*Task material*:
-- Opening Marker --
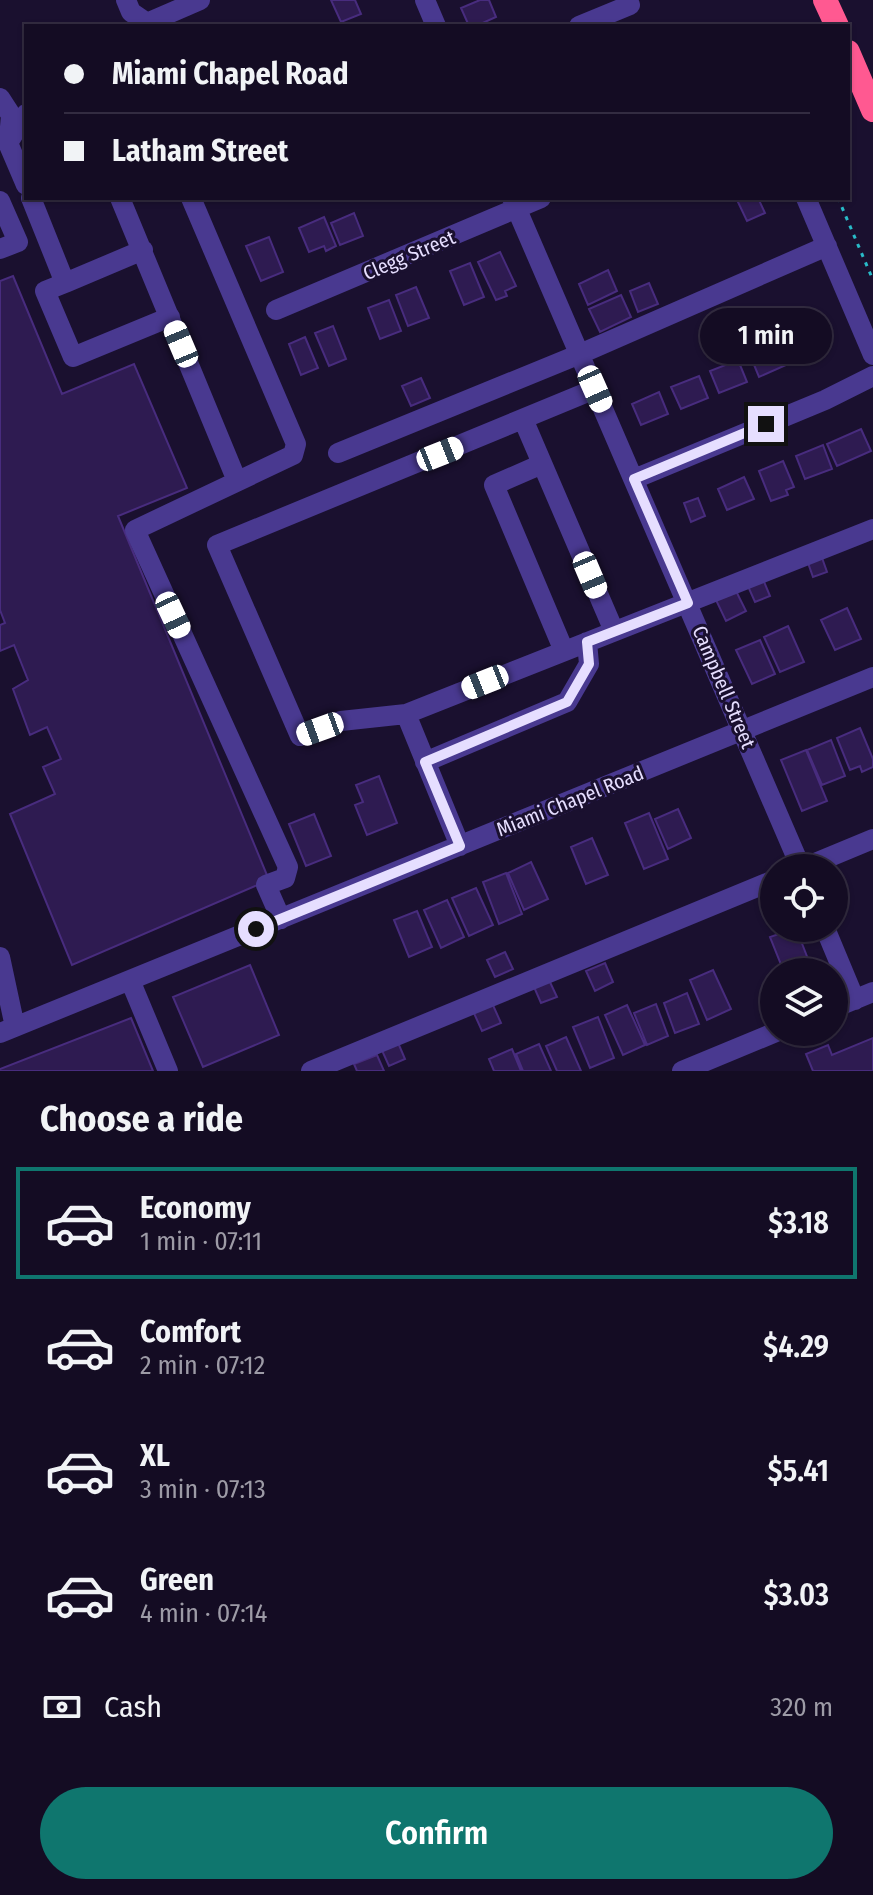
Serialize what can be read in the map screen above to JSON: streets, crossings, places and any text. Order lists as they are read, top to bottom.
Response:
{
  "streets": {
    "street": ["Clegg Street", "Campbell Street", "Miami Chapel Road"]
  },
  "crossings": [
    ["Clegg Street", "Campbell Street"],
    ["Campbell Street", "Miami Chapel Road"]
  ],
  "page": {
    "banner": ["Miami Chapel Road", "Latham Street"],
    "bubble": "1 min",
    "heading": "Choose a ride",
    "list": [
      {
        "name": "Economy",
        "note": "1 min · 07:11",
        "value": "$3.18"
      },
      {
        "name": "Comfort",
        "note": "2 min · 07:12",
        "value": "$4.29"
      },
      {
        "name": "XL",
        "note": "3 min · 07:13",
        "value": "$5.41"
      },
      {
        "name": "Green",
        "note": "4 min · 07:14",
        "value": "$3.03"
      }
    ],
    "pay": ["Cash", "320 m"],
    "buttons": "Confirm"
  }
}
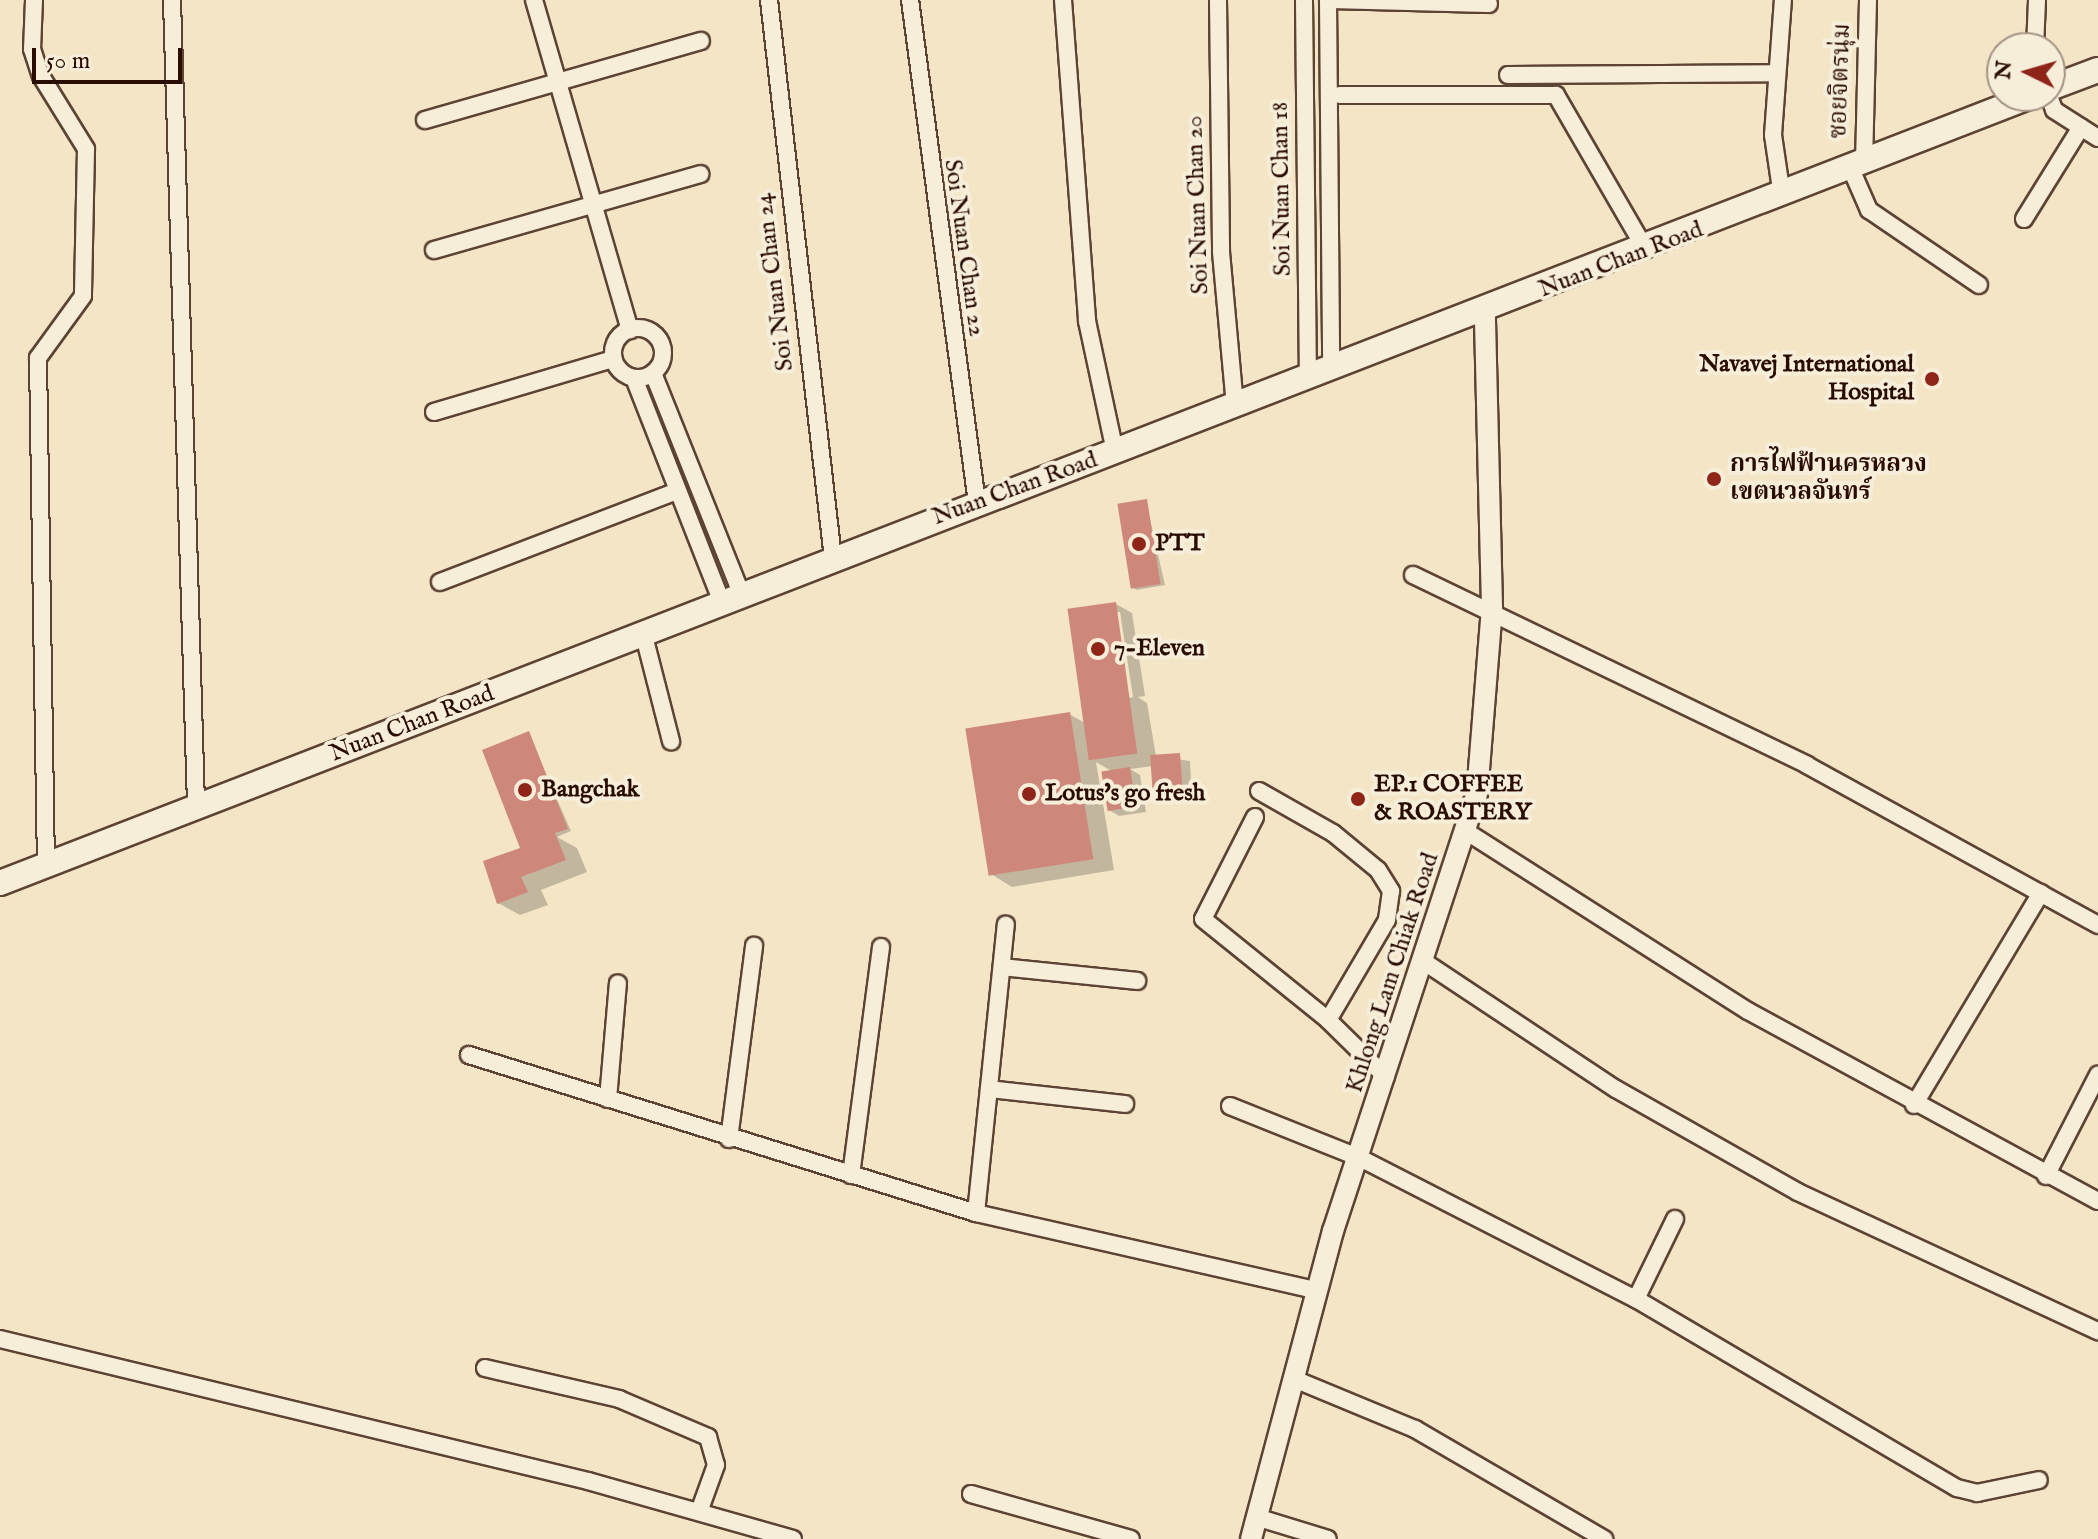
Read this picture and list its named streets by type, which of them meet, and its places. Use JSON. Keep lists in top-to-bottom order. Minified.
{"streets":{"main road":["Nuan Chan Road"],"street":["ซอยจิตรนุ่ม","Soi Nuan Chan 18","Soi Nuan Chan 20","Soi Nuan Chan 22","Soi Nuan Chan 24","Khlong Lam Chiak Road"]},"crossings":[["ซอยจิตรนุ่ม","Nuan Chan Road"],["Soi Nuan Chan 18","Nuan Chan Road"],["Soi Nuan Chan 20","Nuan Chan Road"],["Soi Nuan Chan 22","Nuan Chan Road"],["Nuan Chan Road","Soi Nuan Chan 24"],["Nuan Chan Road","Khlong Lam Chiak Road"]],"places":["Navavej International Hospital","การไฟฟ้านครหลวง เขตนวลจันทร์","PTT","7-Eleven","Bangchak","Lotus's go fresh","EP.1 COFFEE & ROASTERY"],"scale_bar":"50 m","north":"left"}
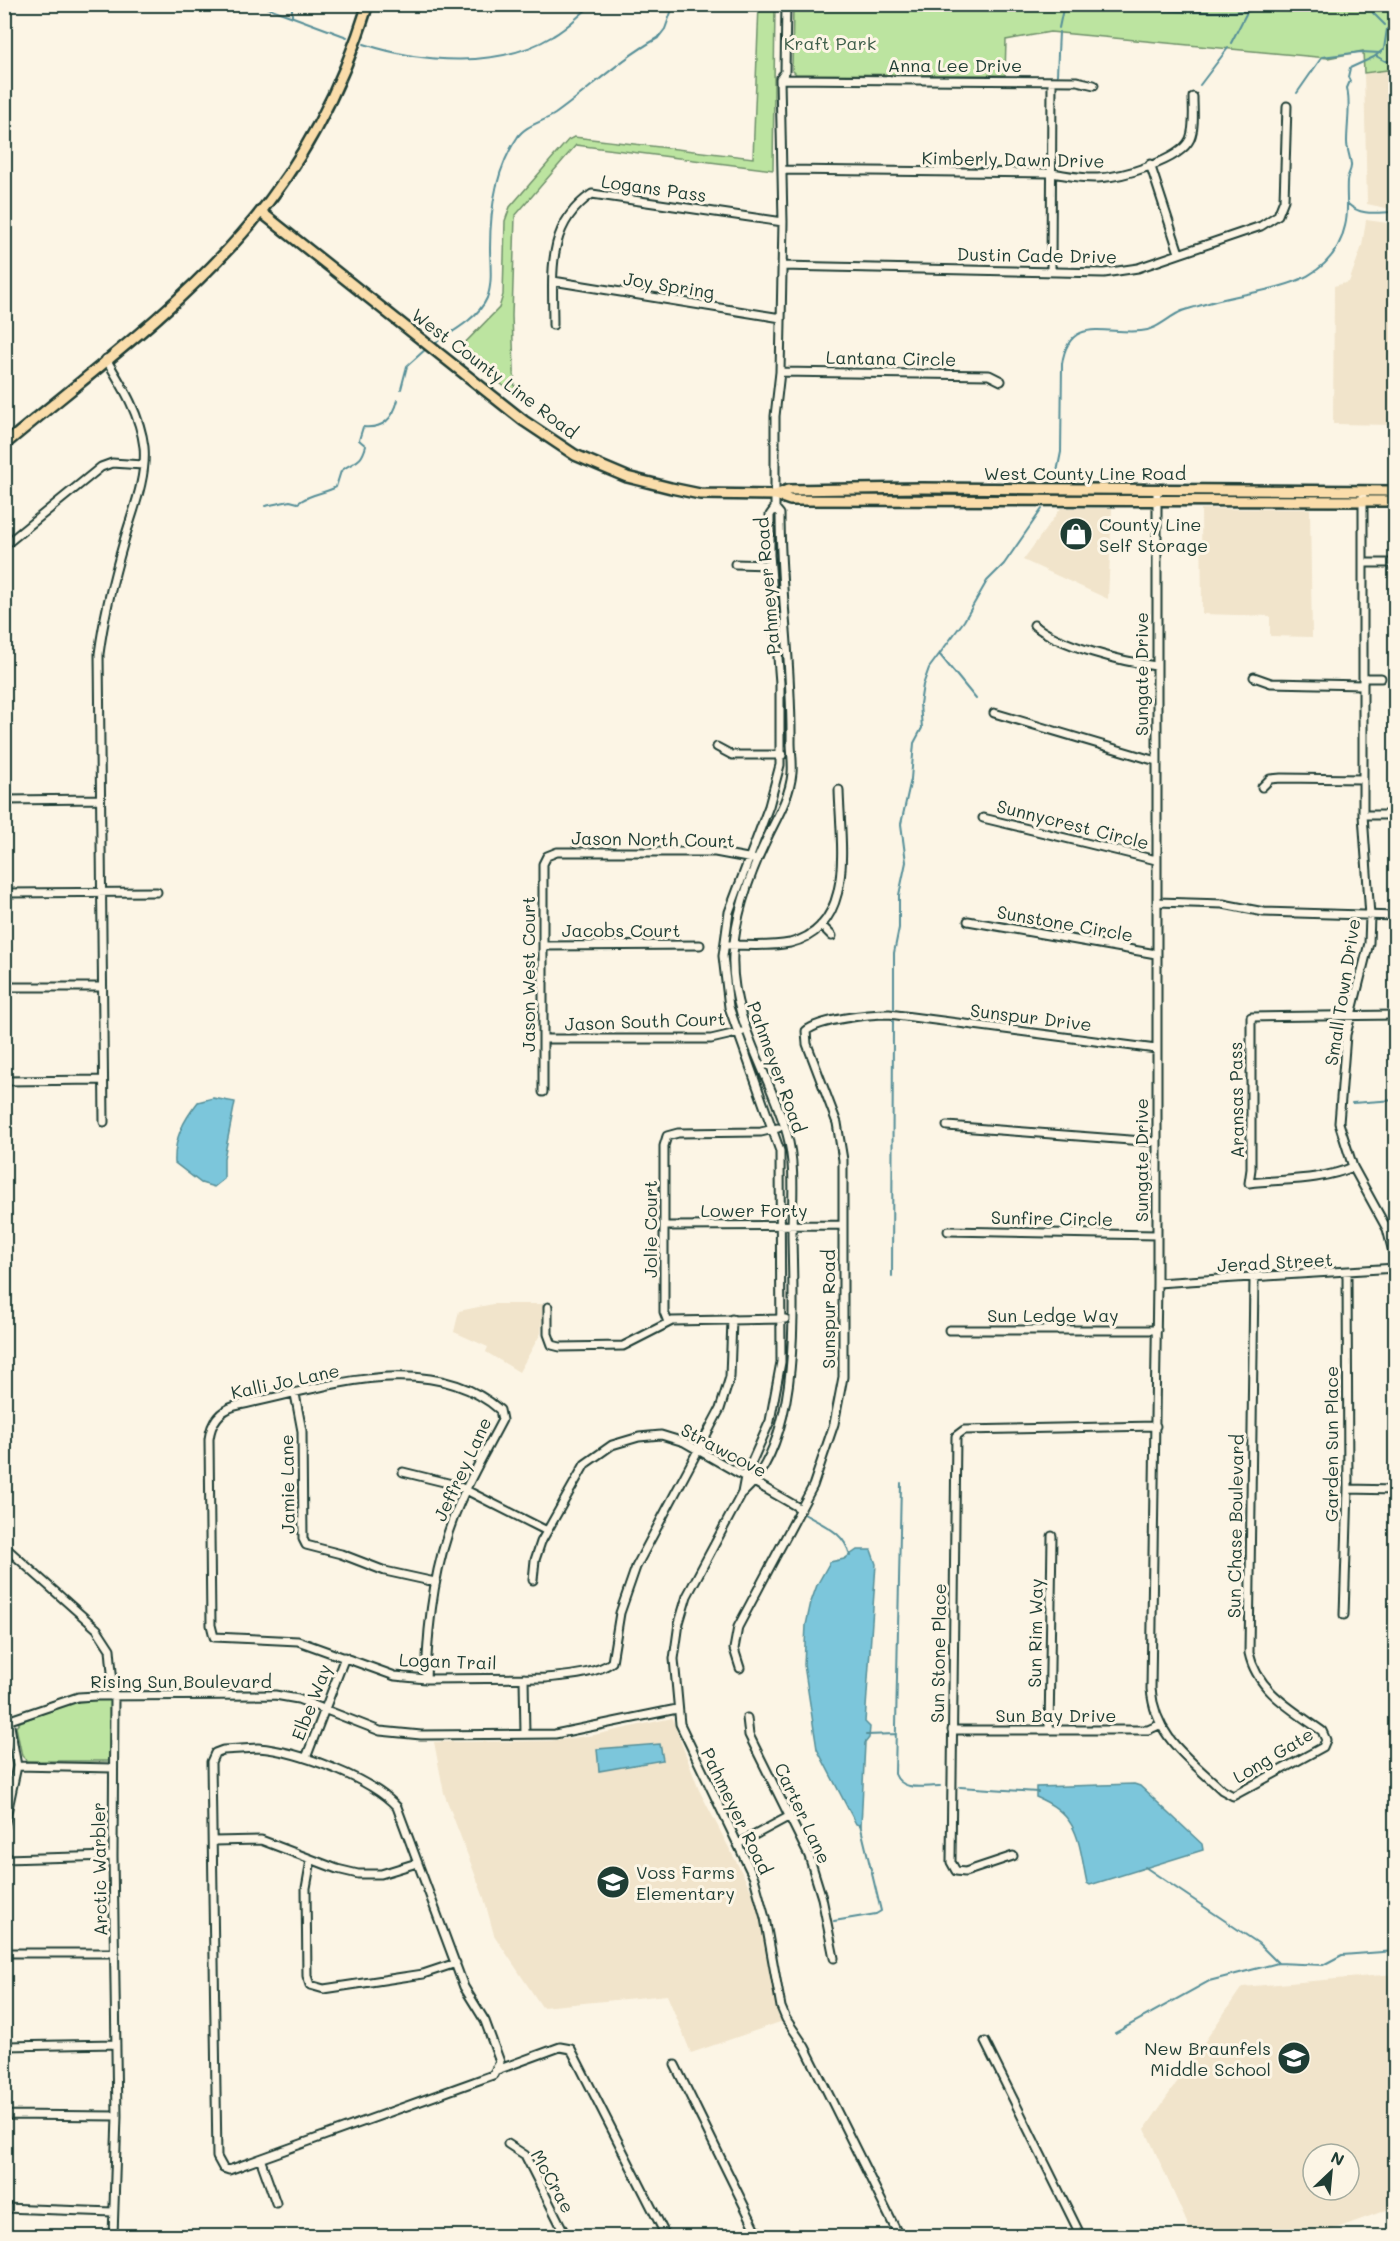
-- Closing Marker --
*Goal of the exercise*: Could you give all of the data again exactly as written, omitting any pictures?

*Answer to this problem*:
Serialize what can be read in the map screen above to JSON: streets, crossings, places and any text. Order lists as they are read, top to bottom.
Response:
{
  "streets": {
    "street": ["Clegg Street", "Campbell Street", "Miami Chapel Road"]
  },
  "crossings": [
    ["Clegg Street", "Campbell Street"],
    ["Campbell Street", "Miami Chapel Road"]
  ],
  "page": {
    "banner": ["Miami Chapel Road", "Latham Street"],
    "bubble": "1 min",
    "heading": "Choose a ride",
    "list": [
      {
        "name": "Economy",
        "note": "1 min · 07:11",
        "value": "$3.18"
      },
      {
        "name": "Comfort",
        "note": "2 min · 07:12",
        "value": "$4.29"
      },
      {
        "name": "XL",
        "note": "3 min · 07:13",
        "value": "$5.41"
      },
      {
        "name": "Green",
        "note": "4 min · 07:14",
        "value": "$3.03"
      }
    ],
    "pay": ["Cash", "320 m"],
    "buttons": "Confirm"
  }
}
Read this picture and list its named streets by type, which of them meet, and its places. Use JSON. Keep lists in top-to-bottom order. Minified.
{"streets":{"main road":["Nuan Chan Road"],"street":["ซอยจิตรนุ่ม","Soi Nuan Chan 18","Soi Nuan Chan 20","Soi Nuan Chan 22","Soi Nuan Chan 24","Khlong Lam Chiak Road"]},"crossings":[["ซอยจิตรนุ่ม","Nuan Chan Road"],["Soi Nuan Chan 18","Nuan Chan Road"],["Soi Nuan Chan 20","Nuan Chan Road"],["Soi Nuan Chan 22","Nuan Chan Road"],["Nuan Chan Road","Soi Nuan Chan 24"],["Nuan Chan Road","Khlong Lam Chiak Road"]],"places":["Navavej International Hospital","การไฟฟ้านครหลวง เขตนวลจันทร์","PTT","7-Eleven","Bangchak","Lotus's go fresh","EP.1 COFFEE & ROASTERY"],"scale_bar":"50 m","north":"left"}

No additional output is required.